Eamon’s building was a needle-thin avant-garde structure, the kind of place that, when they talk about building erection, they really mean the double entendre. I couldn’t read the sign, but I decided the best possible name for it was TestosteroneTowers, and it was someplace I intended never to live.
Even if Eamon wasn’t there.
Cherise looked pale and scared, and I didn’t blame her; the weather was getting worse, and this was exposed territory. Last place I wanted to be was in a high-rise… safe from the storm surge, sure, but way too much glass. I was thinking of something in a tasteful concrete bunker, up on a bluff. And as soon as I had Sarah back, we were going to find one.
“Should I stay here?” Cherise asked cautiously. I pulled the Mustang into the parking garage and went up to the next-to-highest level. It was the logical spot … not completely exposed, only one level could collapse on you, and it was higher than the likely storm surge. Bottom level would be safest from flying debris, but a collapse was possible, and drowning an added hazard.

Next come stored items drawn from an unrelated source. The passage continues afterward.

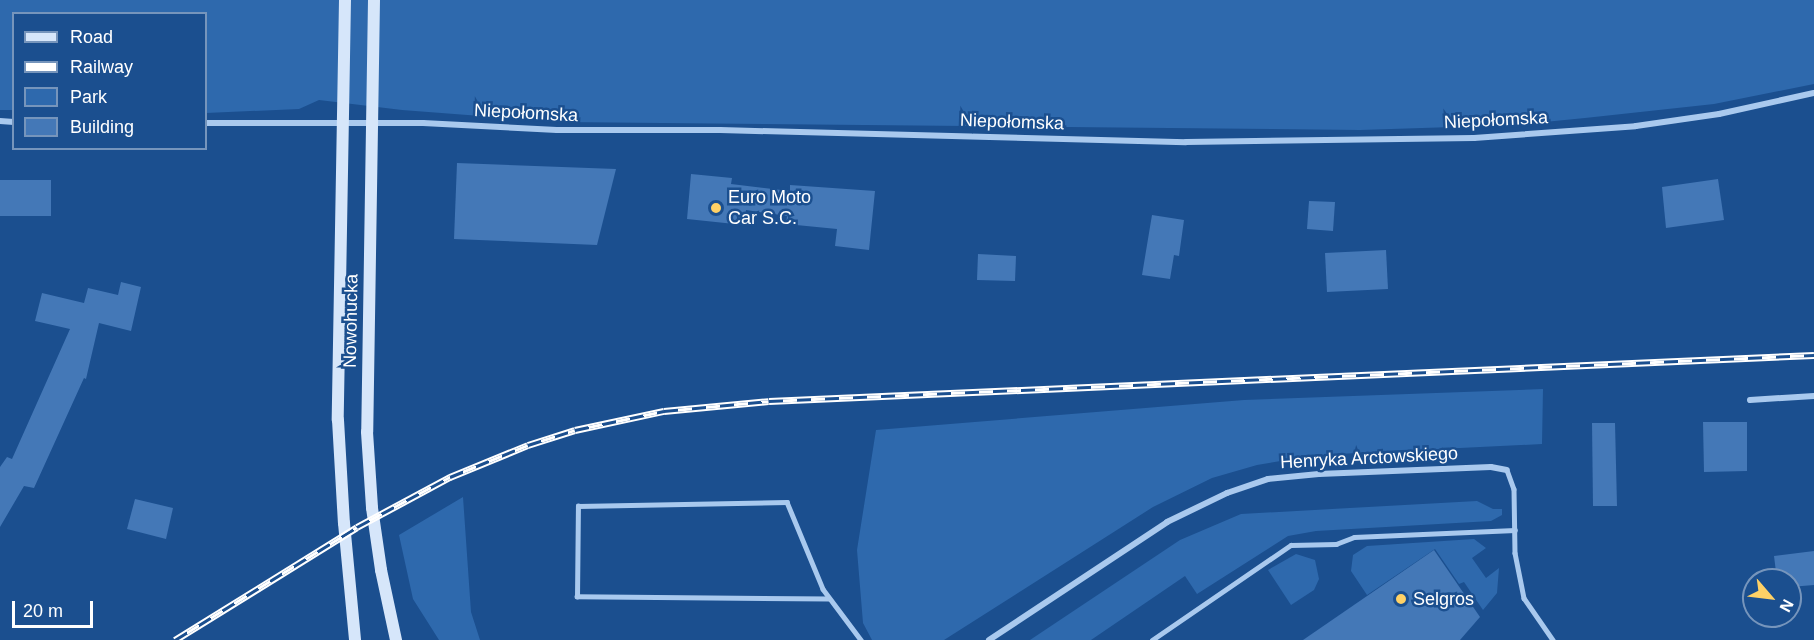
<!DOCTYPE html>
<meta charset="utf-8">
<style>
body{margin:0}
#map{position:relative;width:1814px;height:640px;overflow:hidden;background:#1b4f8f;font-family:Helvetica,sans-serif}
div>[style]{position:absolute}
.green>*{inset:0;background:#2e69ad}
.building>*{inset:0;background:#4478b7}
.service>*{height:4.5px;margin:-2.25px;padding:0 2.25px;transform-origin:2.25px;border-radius:2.25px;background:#a9c9ee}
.minor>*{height:6px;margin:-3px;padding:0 3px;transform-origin:3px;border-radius:3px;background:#a9c9ee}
.secondary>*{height:12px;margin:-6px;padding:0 6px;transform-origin:6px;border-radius:6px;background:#d6e6fa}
.rail>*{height:7px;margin-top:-3.5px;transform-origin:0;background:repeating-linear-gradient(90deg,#1b4f8f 0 14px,#fff 0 28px);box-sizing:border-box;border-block:2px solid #fff}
.dots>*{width:16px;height:16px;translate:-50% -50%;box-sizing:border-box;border:3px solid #1b4f8f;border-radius:50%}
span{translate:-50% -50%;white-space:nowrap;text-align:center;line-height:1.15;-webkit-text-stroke:5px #1b4f8f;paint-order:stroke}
.street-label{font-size:18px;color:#fff}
.poi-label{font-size:18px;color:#fff}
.left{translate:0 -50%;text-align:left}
.legend{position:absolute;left:12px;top:12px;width:195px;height:138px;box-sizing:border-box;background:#1b4f8f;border:2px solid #7695bc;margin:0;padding:8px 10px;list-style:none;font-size:18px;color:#fff}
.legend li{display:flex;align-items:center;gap:12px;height:30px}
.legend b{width:30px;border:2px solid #7695bc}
.north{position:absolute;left:1742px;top:568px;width:60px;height:60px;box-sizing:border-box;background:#1b4f8f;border:2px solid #7695bc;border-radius:50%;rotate:118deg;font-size:16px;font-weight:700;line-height:24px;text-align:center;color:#fff}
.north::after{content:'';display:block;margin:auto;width:21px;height:27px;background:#ffd166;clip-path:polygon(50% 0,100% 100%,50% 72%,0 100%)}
.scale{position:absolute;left:12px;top:601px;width:81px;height:27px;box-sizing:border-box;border:3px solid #fff;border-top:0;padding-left:8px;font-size:18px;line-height:21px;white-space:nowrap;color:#fff;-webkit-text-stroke:4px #1b4f8f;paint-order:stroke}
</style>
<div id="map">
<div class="green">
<i style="clip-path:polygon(0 0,1814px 0,1814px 84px,1714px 104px,1585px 118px,1515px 125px,1360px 130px,561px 122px,402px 110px,319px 100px,299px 109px,206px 113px,206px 14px,14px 14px,13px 110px,0 110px)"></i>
<i style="clip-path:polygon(1543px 389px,1542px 444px,1317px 455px,1257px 465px,1212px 478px,1153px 507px,944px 640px,872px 640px,863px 623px,857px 550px,876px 430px,1244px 400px)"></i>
<i style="clip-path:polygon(463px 497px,471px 612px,480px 640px,439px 640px,413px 599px,399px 535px)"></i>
<i style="clip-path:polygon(1477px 501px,1493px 509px,1502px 509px,1502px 515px,1491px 521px,1316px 531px,1288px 536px,1197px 594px,1185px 576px,1091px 640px,1030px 640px,1180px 540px,1241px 514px)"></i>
<i style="clip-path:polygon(1474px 539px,1486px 548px,1472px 558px,1486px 578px,1499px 568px,1497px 593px,1483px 610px,1464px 582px,1459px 584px,1435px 549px,1367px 595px,1351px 571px,1353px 555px,1367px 546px)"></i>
<i style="clip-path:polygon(1296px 554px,1315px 560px,1319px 579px,1314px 590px,1291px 605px,1268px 570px)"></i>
</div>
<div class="building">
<i style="clip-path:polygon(457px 163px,616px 169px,597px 245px,454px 239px)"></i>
<i style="clip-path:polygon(691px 174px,732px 178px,731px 184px,790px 191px,790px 185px,875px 191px,869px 250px,835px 246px,837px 229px,786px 224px,787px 216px,746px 210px,744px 225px,687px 219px)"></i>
<i style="clip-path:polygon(1718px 179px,1724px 220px,1666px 228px,1662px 187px)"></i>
<i style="clip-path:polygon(0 180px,51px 180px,51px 216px,0 216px)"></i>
<i style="clip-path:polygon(1309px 201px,1335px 202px,1333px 231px,1307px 229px)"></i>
<i style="clip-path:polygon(1152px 215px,1184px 220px,1179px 256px,1174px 255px,1170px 279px,1142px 275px)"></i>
<i style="clip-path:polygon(1386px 250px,1388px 289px,1327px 292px,1325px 253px)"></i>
<i style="clip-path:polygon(978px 254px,1016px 256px,1015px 281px,977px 280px)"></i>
<i style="clip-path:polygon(121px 282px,141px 287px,131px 331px,99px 323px,86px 379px,84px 378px,34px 488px,24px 486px,0 527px,0 467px,7px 457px,12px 459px,70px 329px,35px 321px,42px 293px,84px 303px,88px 288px,118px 295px)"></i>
<i style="clip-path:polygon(1703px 422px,1747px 422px,1747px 471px,1704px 472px)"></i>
<i style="clip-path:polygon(1592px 423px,1615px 423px,1617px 506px,1593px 506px)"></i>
<i style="clip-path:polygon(135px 499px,173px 508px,166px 539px,127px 529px)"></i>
<i style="clip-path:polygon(1434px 550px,1480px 617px,1460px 640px,1303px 640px)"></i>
<i style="clip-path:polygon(1814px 551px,1814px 585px,1790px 587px,1790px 580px,1777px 580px,1774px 556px)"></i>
</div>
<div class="service">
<i style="left:1507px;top:470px;width:20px;rotate:70deg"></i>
<i style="left:1514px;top:489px;width:64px;rotate:89.1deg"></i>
<i style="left:1515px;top:553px;width:46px;rotate:78.7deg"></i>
<i style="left:1524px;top:598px;width:51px;rotate:55.4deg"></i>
<i style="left:829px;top:599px;width:252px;rotate:-179.5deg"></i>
<i style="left:577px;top:597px;width:91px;rotate:-89.4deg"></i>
<i style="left:578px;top:506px;width:209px;rotate:-1.1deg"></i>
<i style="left:787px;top:502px;width:94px;rotate:67.5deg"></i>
<i style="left:823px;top:589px;width:64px;rotate:53.3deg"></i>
<i style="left:1152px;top:640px;width:168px;rotate:-34.4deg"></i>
<i style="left:1291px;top:545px;width:45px;rotate:-1.3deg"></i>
<i style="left:1336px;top:544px;width:19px;rotate:-21deg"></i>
<i style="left:1354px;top:537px;width:161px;rotate:-2.5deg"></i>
</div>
<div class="minor">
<i style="left:0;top:121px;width:14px;rotate:4deg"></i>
<i style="left:206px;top:123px;width:217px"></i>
<i style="left:423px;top:123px;width:134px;rotate:3deg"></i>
<i style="left:557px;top:130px;width:163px"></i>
<i style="left:720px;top:130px;width:466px;rotate:1.5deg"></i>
<i style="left:1186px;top:142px;width:288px;rotate:-0.8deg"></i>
<i style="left:1474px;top:138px;width:162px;rotate:-4.2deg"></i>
<i style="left:1636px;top:126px;width:84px;rotate:-8.2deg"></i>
<i style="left:1719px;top:114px;width:97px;rotate:-12.5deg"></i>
<i style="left:1750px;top:400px;width:64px;rotate:-3.6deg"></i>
<i style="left:989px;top:640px;width:214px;rotate:-33.5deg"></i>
<i style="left:1167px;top:522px;width:67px;rotate:-25.8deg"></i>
<i style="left:1227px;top:493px;width:43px;rotate:-18.9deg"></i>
<i style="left:1268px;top:479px;width:51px;rotate:-5.6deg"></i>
<i style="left:1319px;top:474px;width:172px;rotate:-2.3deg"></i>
<i style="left:1491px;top:467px;width:16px;rotate:11deg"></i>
</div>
<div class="secondary">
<i style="left:345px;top:0;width:420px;rotate:91deg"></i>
<i style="left:338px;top:420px;width:103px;rotate:86.7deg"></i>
<i style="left:344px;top:523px;width:118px;rotate:84.6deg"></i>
<i style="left:374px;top:0;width:432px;rotate:90.9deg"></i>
<i style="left:367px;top:432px;width:76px;rotate:86.2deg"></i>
<i style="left:372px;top:508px;width:63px;rotate:81.7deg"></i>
<i style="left:381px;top:570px;width:72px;rotate:77.9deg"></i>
</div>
<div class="rail">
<i style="left:175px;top:640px;width:214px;rotate:-31.8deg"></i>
<i style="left:357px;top:527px;width:106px;rotate:-28.3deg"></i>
<i style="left:450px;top:477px;width:84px;rotate:-22.3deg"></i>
<i style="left:528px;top:445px;width:49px;rotate:-17.7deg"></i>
<i style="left:575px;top:430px;width:91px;rotate:-12.1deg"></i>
<i style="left:664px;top:411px;width:105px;rotate:-5.4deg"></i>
<i style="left:769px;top:401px;width:1046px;rotate:-2.52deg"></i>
</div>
<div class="dots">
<i style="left:716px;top:208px;background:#ffd166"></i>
<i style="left:1401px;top:599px;background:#ffd166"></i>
</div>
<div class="street-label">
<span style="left:526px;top:113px;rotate:3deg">Niepołomska</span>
<span style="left:1496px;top:120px;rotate:-3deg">Niepołomska</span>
<span style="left:1012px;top:122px;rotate:2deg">Niepołomska</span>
<span style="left:351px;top:321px;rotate:-89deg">Nowohucka</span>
<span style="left:1369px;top:458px;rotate:-3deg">Henryka Arctowskiego</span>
</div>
<div class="poi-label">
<span class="left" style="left:728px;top:208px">Euro Moto<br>Car S.C.</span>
<span class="left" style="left:1413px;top:599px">Selgros</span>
</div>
<ul class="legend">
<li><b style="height:8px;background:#d6e6fa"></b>Road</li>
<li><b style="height:8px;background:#fff"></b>Railway</li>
<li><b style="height:16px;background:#2e69ad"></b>Park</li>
<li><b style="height:16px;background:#4478b7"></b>Building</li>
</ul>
<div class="north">N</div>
<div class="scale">20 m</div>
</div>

“I think you’d better come with me,” I said. “Just stay close.”
We got out, and even in the shelter of the garage the scream of the wind was eerie. It ripped past me at gale speeds, pulling my hair and grabbing at my clothes. I braced myself and went around to take Cherise’s hand. I had a little more height and weight than she did; she was too small and light for this kind of thing.
We made it to the stairs and found a hamster tunnel of plastic and lights leading from the parking garage to the building. It looked like being in the middle of a dishwasher on full spray, and I could hear an ominous creaking and cracking from the plastic. I tugged Cherise along at a trot. The concrete under our feet—padded by carpet—trembled and yawed. Leaks ran down the walls, and half the carpet was already soaked.
When we were three-quarters through it, I heard a sharp crack behind us, and turned to look back.
A huge metal road sign had impaled itself through the plastic and hung there, shuddering. It read SLIPPERY WHEN WET.
“Funny,” I told Mother Nature. “Real funny.”
The plastic shivered under the force of another brutal hit from the wind, and I saw stars forming around stress points. This little tunnel through the storm wasn’t going to last.
I tugged Cherise the rest of the way. The big double doors were key-locked, but I was well beyond caring. My little theoretical addition to the practical chaos already swirling around wouldn’t matter a damn, really; I focused and got hold of the running-on-empty power I had left, and found just about enough to fund a tiny lightning bolt to fry the electronic keypad.
The door clicked open.
Beyond that was a deserted, impersonal lobby, with a long black couch with kidney-roll pillows running down one wall. It was very quiet. There was a large computer screen displaying names and numbers—almost all of the spaces were vacant. In fact, it looked as if the building was just opening up for renters.